Chronic nonbacterial osteomyelitis (CNO), also called chronic recurrent multifocal osteomyelitis (CRMO), is a disease that mostly affects children and young adults. Hallmark symptoms include painful swelling of the bones, especially the long bones, but also the pelvis, clavicle and spine. 

Currently, there are no classification criteria for CNO. That means rheumatologists, pediatricians and other physicians lack widely accepted sets of defining features of the disease to identify patients for clinical trials and research studies. There are also no validated diagnostic criteria for CNO, which are sets of key disease features used to diagnose these young patients. In this new study, researchers set out to refine the potential items that could be part of classification criteria for pediatric patients with CNO. To do that, they conducted a study that compared clinical, laboratory and imaging features of CNO to features of other diseases that mimic it. 

“There is no specific confirmatory test for CNO, and many children need a bone biopsy to exclude cancer and infection,” says study co-author Yongdong Zhao, MD, PhD, RhMSUS, Assistant Professor and Director of Ultrasound at Seattle Children’s Hospital and its Center for Clinical and Translational Research. “A sensitive and specific classification criteria set will enable researchers to identify appropriate patients to carry out high-quality clinical trials, which physicians with less experience in this potentially debilitating disease need to determine effective treatments.” 

For this international study, researchers collected clinical and investigational features of CNO from 450 patient cases from 20 medical centers across four continents and seven countries.

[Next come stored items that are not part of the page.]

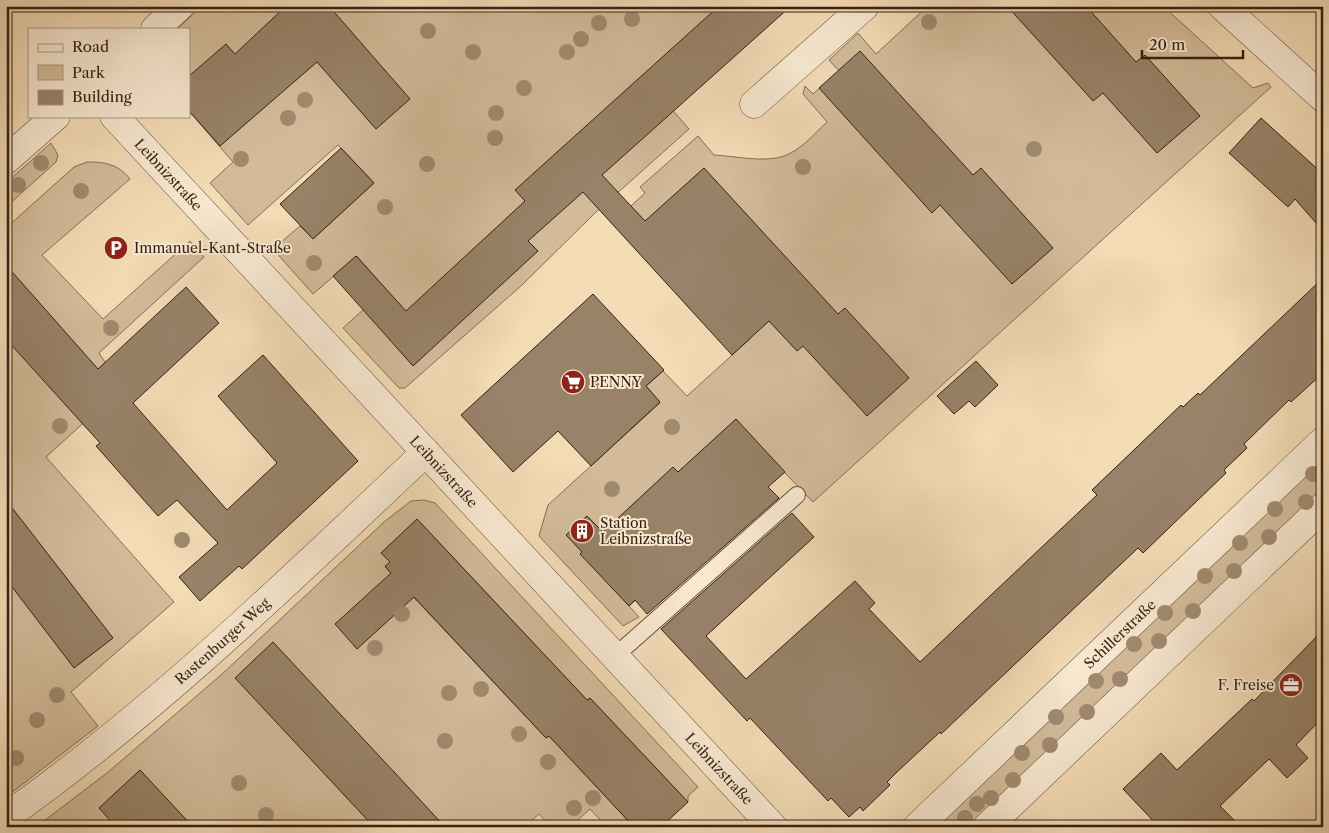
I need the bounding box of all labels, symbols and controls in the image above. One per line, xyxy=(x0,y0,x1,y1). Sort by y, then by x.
legend xyxy=(28,28,190,118)
scale bar xyxy=(1142,28,1243,60)
text: 20 m xyxy=(1149,35,1185,54)
text: Road xyxy=(72,37,109,56)
text: Park xyxy=(72,63,106,82)
text: Building xyxy=(72,87,132,106)
street label: Leibnizstraße xyxy=(131,135,206,215)
parking icon: Immanuel-Kant-Straße xyxy=(103,235,129,261)
place label: Immanuel-Kant-Straße xyxy=(134,239,291,257)
supermarket icon: PENNY xyxy=(560,369,586,395)
place label: PENNY xyxy=(590,373,643,391)
street label: Leibnizstraße xyxy=(406,432,482,512)
place label: Station Leibnizstraße xyxy=(600,514,692,548)
building icon: Station Leibnizstraße xyxy=(569,518,595,544)
street label: Rastenburger Weg xyxy=(171,594,274,688)
street label: Schillerstraße xyxy=(1080,596,1160,673)
office icon: F. Freise xyxy=(1278,672,1304,698)
place label: F. Freise xyxy=(1218,676,1274,694)
street label: Leibnizstraße xyxy=(681,729,757,809)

They also gathered cases of patients who had likely “mimickers” of CNO. All patients included in the study had at least 12 months of medical follow-up unless pathology or labs in mimicker cases confirmed the diagnosis. 

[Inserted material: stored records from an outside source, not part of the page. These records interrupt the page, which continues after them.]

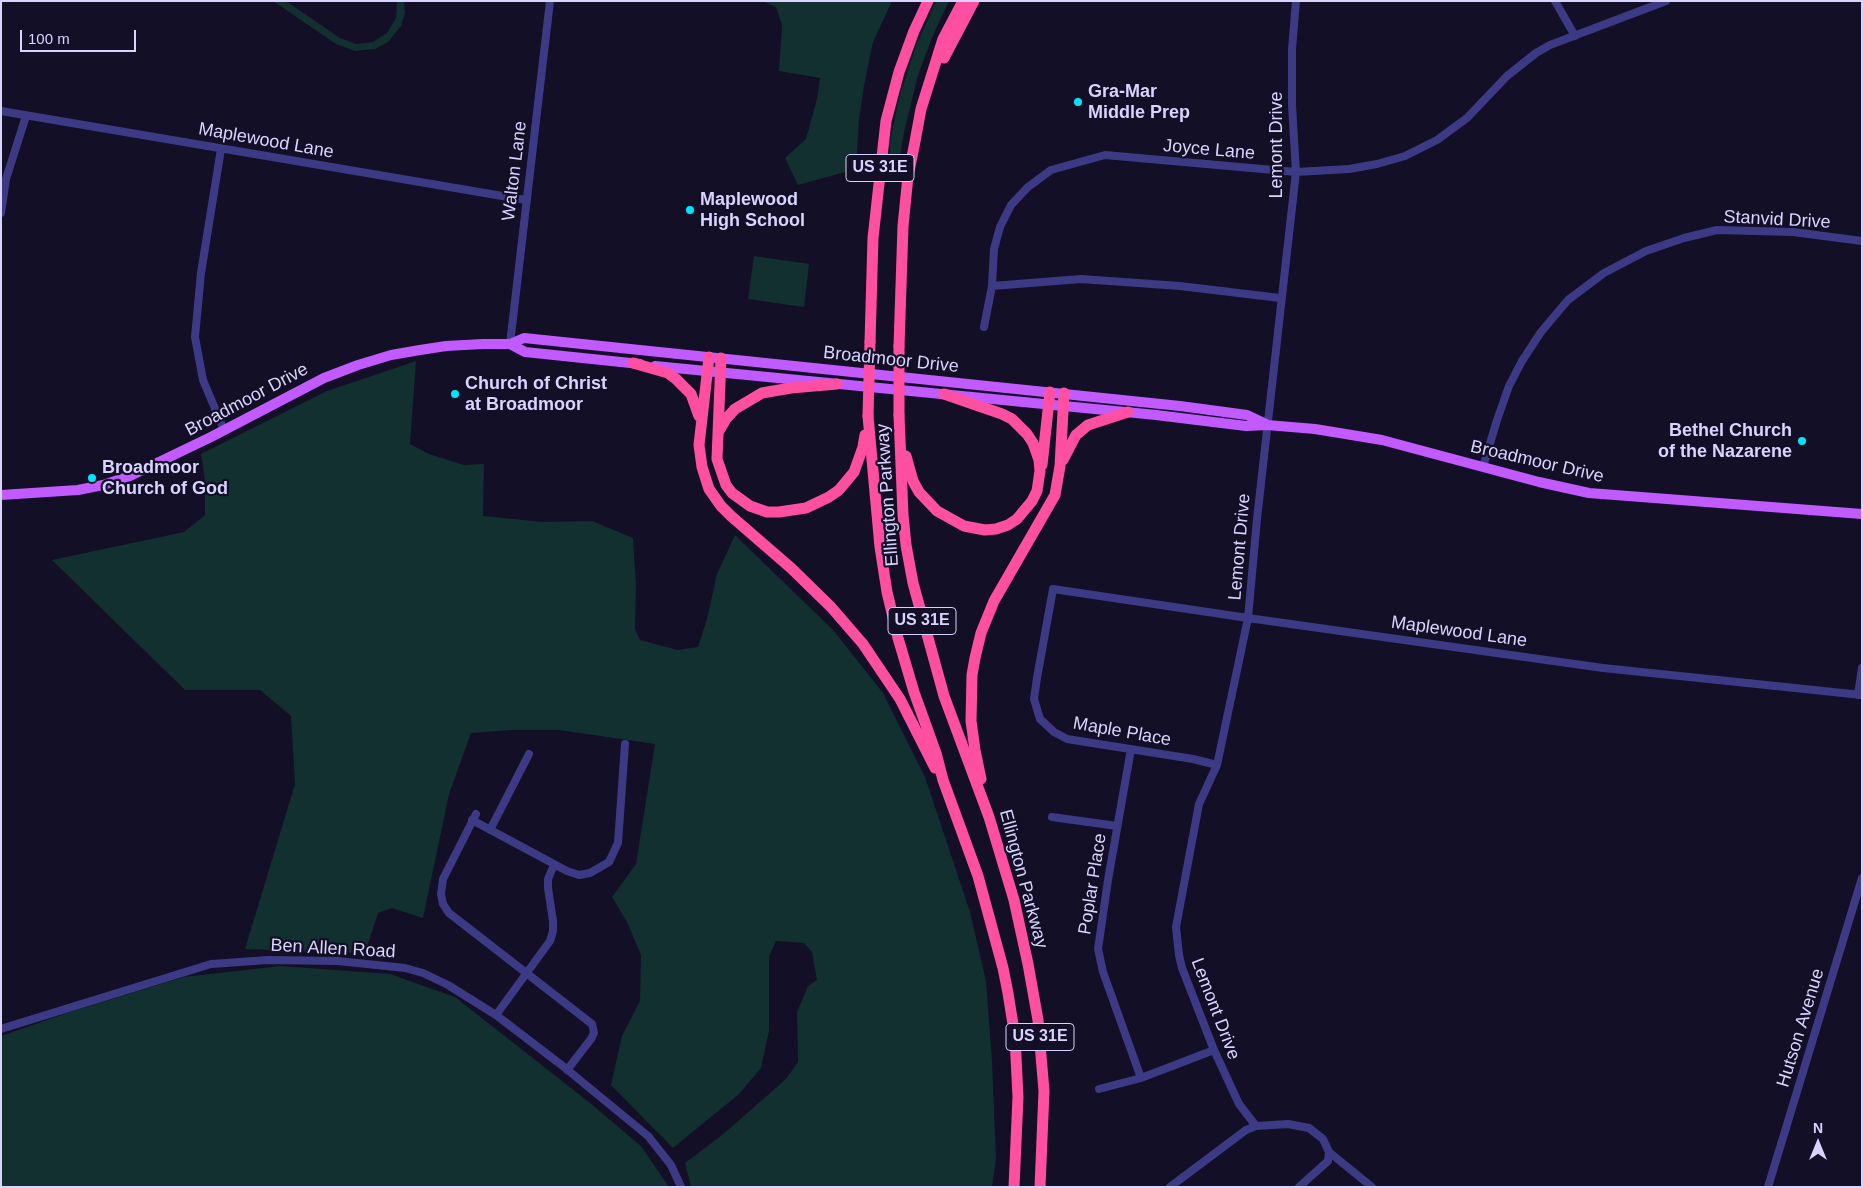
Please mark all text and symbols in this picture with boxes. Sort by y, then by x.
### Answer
scale bar [22,20,139,52]
text: 100 m [28,30,70,47]
place label: Gra-Mar Middle Prep [1088,81,1190,124]
street label: Lemont Drive [1266,91,1288,199]
marker: Gra-Mar Middle Prep [1072,96,1084,108]
street label: Maplewood Lane [197,118,335,164]
street label: Walton Lane [498,120,532,222]
street label: Joyce Lane [1162,135,1256,165]
road number: US 31E [846,154,914,182]
place label: Maplewood High School [700,189,805,232]
marker: Maplewood High School [684,204,696,216]
street label: Stanvid Drive [1723,206,1831,234]
street label: Broadmoor Drive [822,342,960,378]
street label: Broadmoor Drive [182,359,312,441]
place label: Church of Christ at Broadmoor [465,373,607,416]
marker: Church of Christ at Broadmoor [449,388,461,400]
place label: Bethel Church of the Nazarene [1658,420,1792,462]
street label: Ellington Parkway [872,423,904,567]
marker: Bethel Church of the Nazarene [1796,435,1808,447]
street label: Broadmoor Drive [1468,436,1606,488]
place label: Broadmoor Church of God [102,457,228,499]
marker: Broadmoor Church of God [86,472,98,484]
street label: Lemont Drive [1225,493,1255,601]
road number: US 31E [888,608,956,634]
street label: Maplewood Lane [1390,612,1528,652]
street label: Maple Place [1071,713,1173,751]
street label: Ellington Parkway [994,807,1052,951]
street label: Poplar Place [1074,832,1112,936]
street label: Ben Allen Road [270,935,396,963]
street label: Lemont Drive [1186,955,1244,1063]
street label: Hutson Avenue [1773,966,1829,1090]
road number: US 31E [1006,1024,1074,1050]
north arrow [1793,1118,1843,1168]
text: N [1813,1120,1823,1136]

They reviewed each patient’s case to determine how confident they were that the patient either had CNO or one of its mimicker diseases. The confidence levels used in the study had a cut-off measurement of +/- 2 for “moderately confident.” They used 264 CNO and 145 mimicker control cases for the analysis. 

When comparing to patients with mimicker conditions, they found a higher percentage of female patients with CNO. They also found that patients with CNO often have intermittent versus continued pain, especially in the neck, back and upper torso, and less commonly have fevers. Another common feature of CNO was swelling of the clavicle, while active arthritis was a less common feature. CNO patients also commonly undergo whole body imaging tests, usually MRIs. Imaging helps to identify other common features of CNO, the study showed. CNO patients commonly have symmetric patterns of bone lesions, and their disease frequently involves these bones: the thoracic spine, clavicle, pelvis, bilateral femur, bilateral tibia, unilateral fibula and feet. Imaging data collected in the study also showed that signs of malignancy and infection, such as cortical bone disruption, disorganized bone formation, mass structure, marrow infiltrates, and abscess or geographic appearances, are less common in patients with CNO. The study also found that completed and sustained responses to antibiotics are less frequent in young people with CNO. 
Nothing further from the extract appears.